Which lines of the records below contain the string "Bypass"? Report each of them.

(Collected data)

━━━━

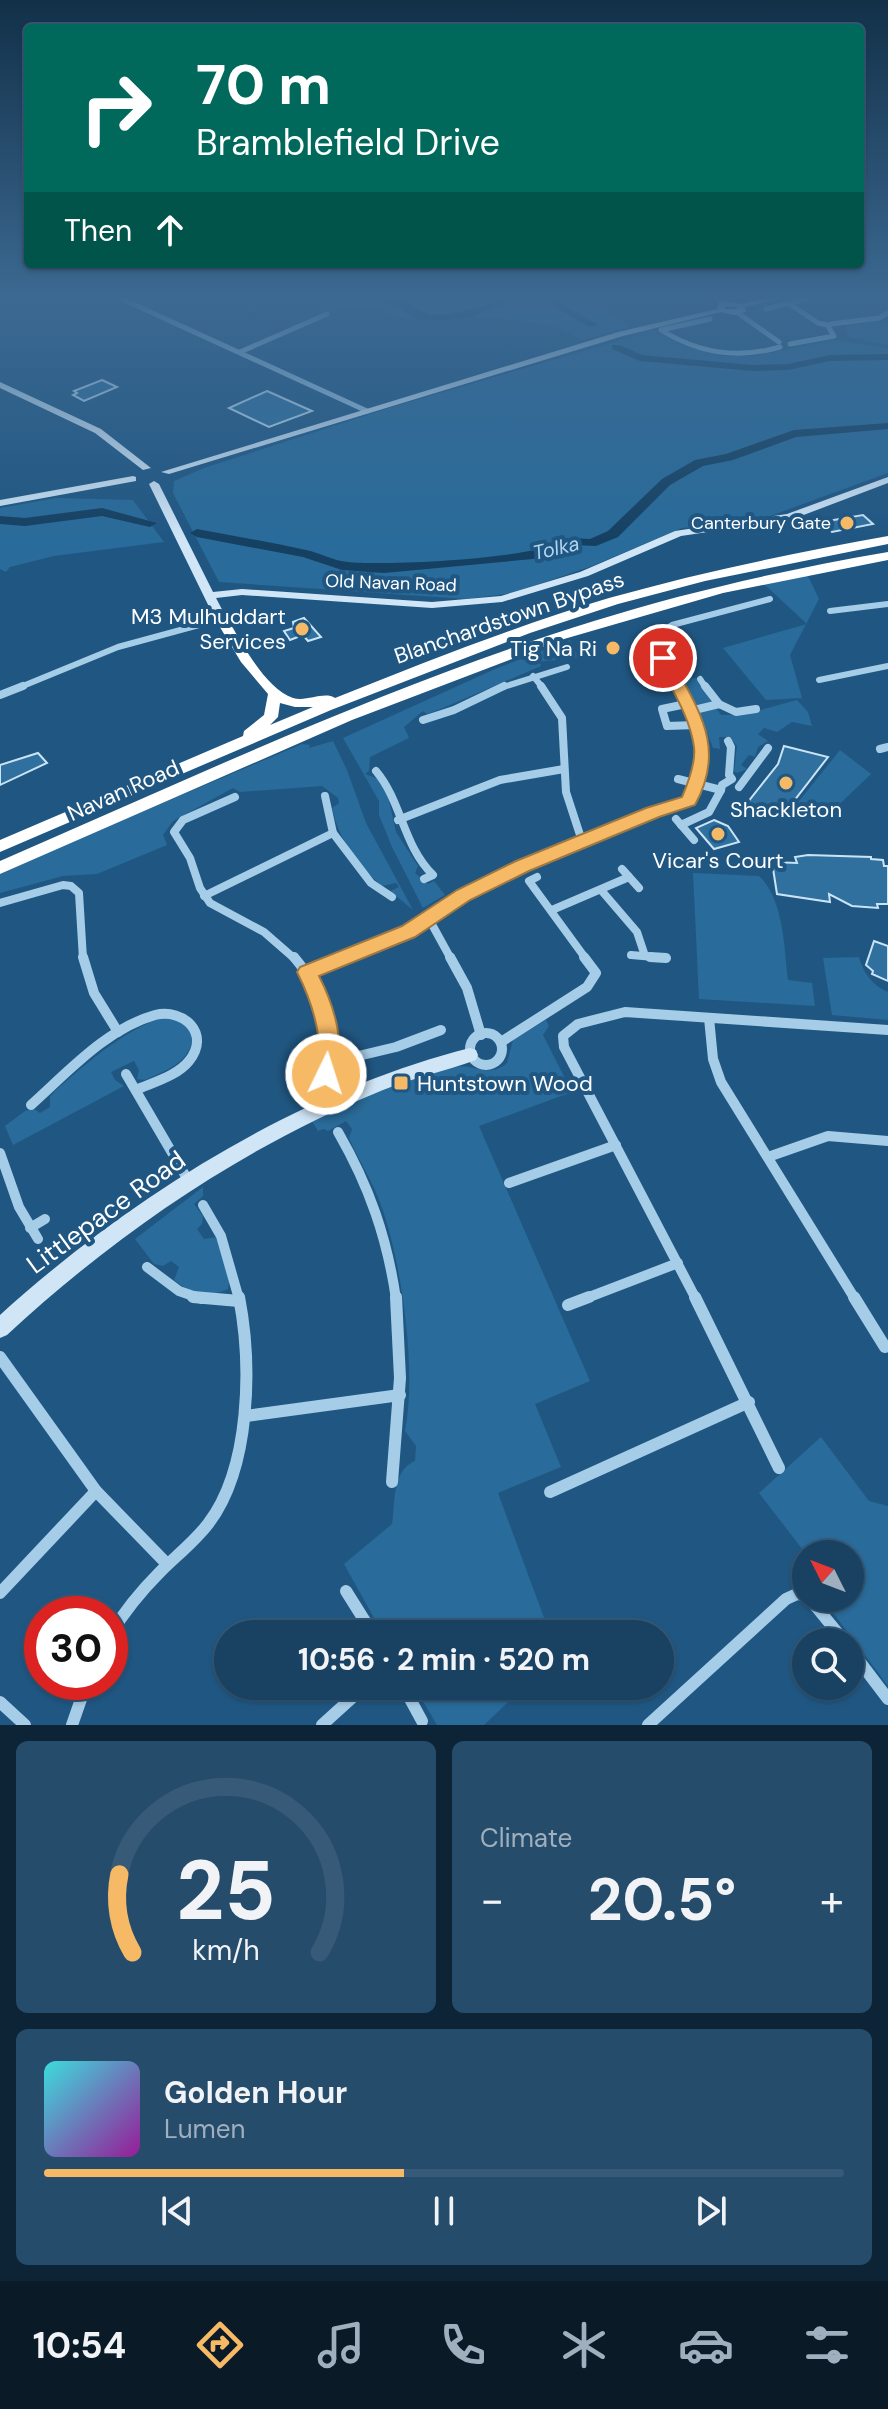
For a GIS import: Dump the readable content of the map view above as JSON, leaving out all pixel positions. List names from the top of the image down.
{
  "streets": {
    "highway": ["Blanchardstown Bypass", "Navan Road"],
    "street": ["Old Navan Road", "Littlepace Road"]
  },
  "crossings": [
    ["Blanchardstown Bypass", "Navan Road"]
  ],
  "water": ["Tolka"],
  "places": {
    "other": [
      "Canterbury Gate",
      "M3 Mulhuddart Services",
      "Tig Na Ri",
      "Shackleton",
      "Vicar's Court"
    ],
    "transit": ["Huntstown Wood"]
  },
  "north": "top left",
  "page": {
    "turn": ["70 m", "Bramblefield Drive"],
    "then": "Then",
    "limit": "30",
    "trip": "10:56 · 2 min · 520 m",
    "tile": "Climate",
    "heat": ["−", "20.5°", "+"],
    "song": ["Golden Hour", "Lumen"],
    "tabs": "10:54",
    "gauge": ["25", "km/h"]
  }
}
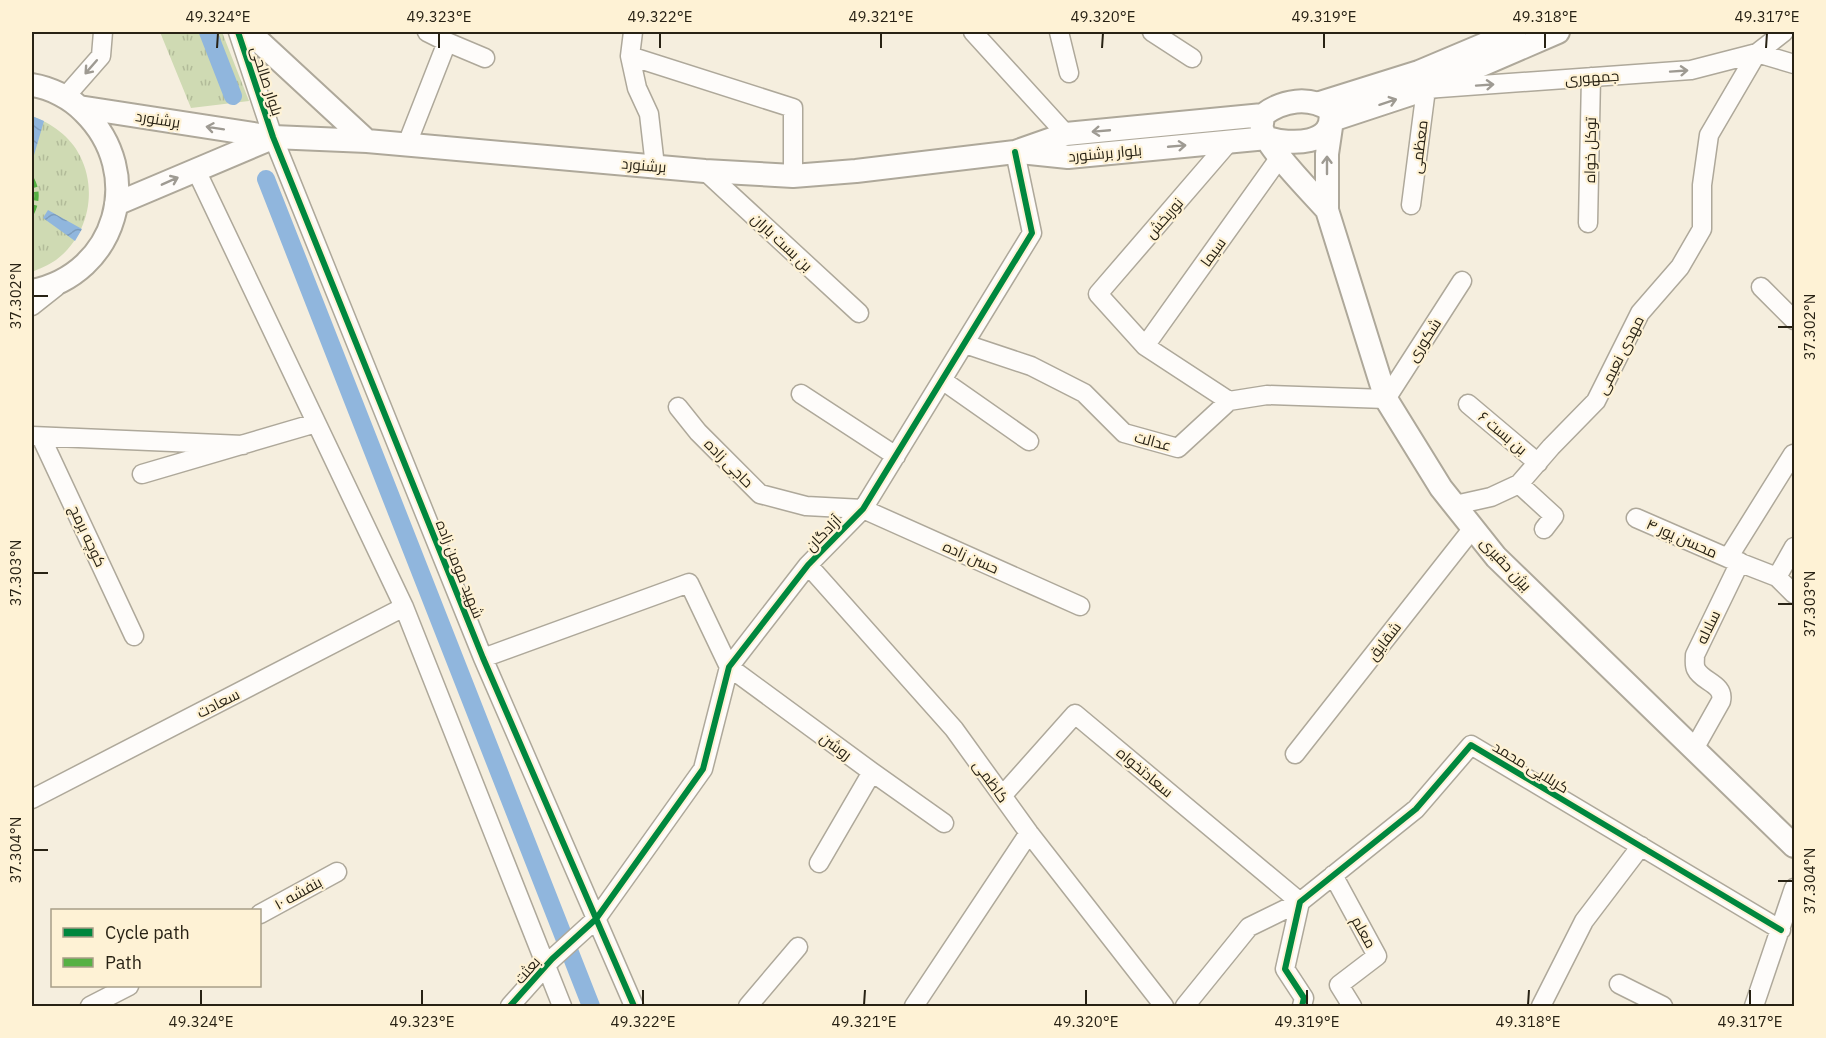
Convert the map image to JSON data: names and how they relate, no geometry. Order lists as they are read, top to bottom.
{
  "streets": {
    "main road": ["برشنورد", "بلوار برشنورد", "بیژن حقیری"],
    "street": [
      "جمهوری",
      "بلوار صالحی",
      "معظمی",
      "توکل خواه",
      "نوربخش",
      "بن بست باران",
      "سیما",
      "شکوری",
      "مهدی نعیمی",
      "بن بست ۶",
      "عدالت",
      "حاجی زاده",
      "آزادگان",
      "کوچه برمچ",
      "محسن پور ۴",
      "حسن زاده",
      "شهید مومن زاده",
      "سلاله",
      "شقایق",
      "سعادت",
      "روشن",
      "کربلایی محمد",
      "سعادتخواه",
      "کاظمی",
      "بنفشه ۱۰",
      "معلم",
      "بعثت"
    ]
  },
  "crossings": [
    ["جمهوری", "معظمی"],
    ["جمهوری", "توکل خواه"],
    ["جمهوری", "مهدی نعیمی"],
    ["بلوار صالحی", "برشنورد"],
    ["بلوار صالحی", "شهید مومن زاده"],
    ["برشنورد", "بلوار برشنورد"],
    ["برشنورد", "بن بست باران"],
    ["برشنورد", "آزادگان"],
    ["برشنورد", "شهید مومن زاده"],
    ["بلوار برشنورد", "نوربخش"],
    ["بلوار برشنورد", "آزادگان"],
    ["نوربخش", "سیما"],
    ["شکوری", "بیژن حقیری"],
    ["مهدی نعیمی", "بن بست ۶"],
    ["مهدی نعیمی", "بیژن حقیری"],
    ["عدالت", "آزادگان"],
    ["حاجی زاده", "آزادگان"],
    ["حاجی زاده", "حسن زاده"],
    ["آزادگان", "حسن زاده"],
    ["آزادگان", "شهید مومن زاده"],
    ["آزادگان", "روشن"],
    ["آزادگان", "کاظمی"],
    ["آزادگان", "بعثت"],
    ["محسن پور ۴", "سلاله"],
    ["بیژن حقیری", "سلاله"],
    ["بیژن حقیری", "شقایق"],
    ["کربلایی محمد", "سعادتخواه"],
    ["کربلایی محمد", "معلم"],
    ["سعادتخواه", "کاظمی"]
  ],
  "one_way": ["جمهوری"],
  "legend": ["Cycle path", "Path"],
  "coordinates": [
    "49.324°E",
    "49.323°E",
    "49.322°E",
    "49.321°E",
    "49.320°E",
    "49.319°E",
    "49.318°E",
    "49.317°E",
    "37.302°N",
    "37.303°N",
    "37.304°N"
  ]
}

━━━━

◆ Output for this task
    "highway": ["Blanchardstown Bypass", "Navan Road"],
    ["Blanchardstown Bypass", "Navan Road"]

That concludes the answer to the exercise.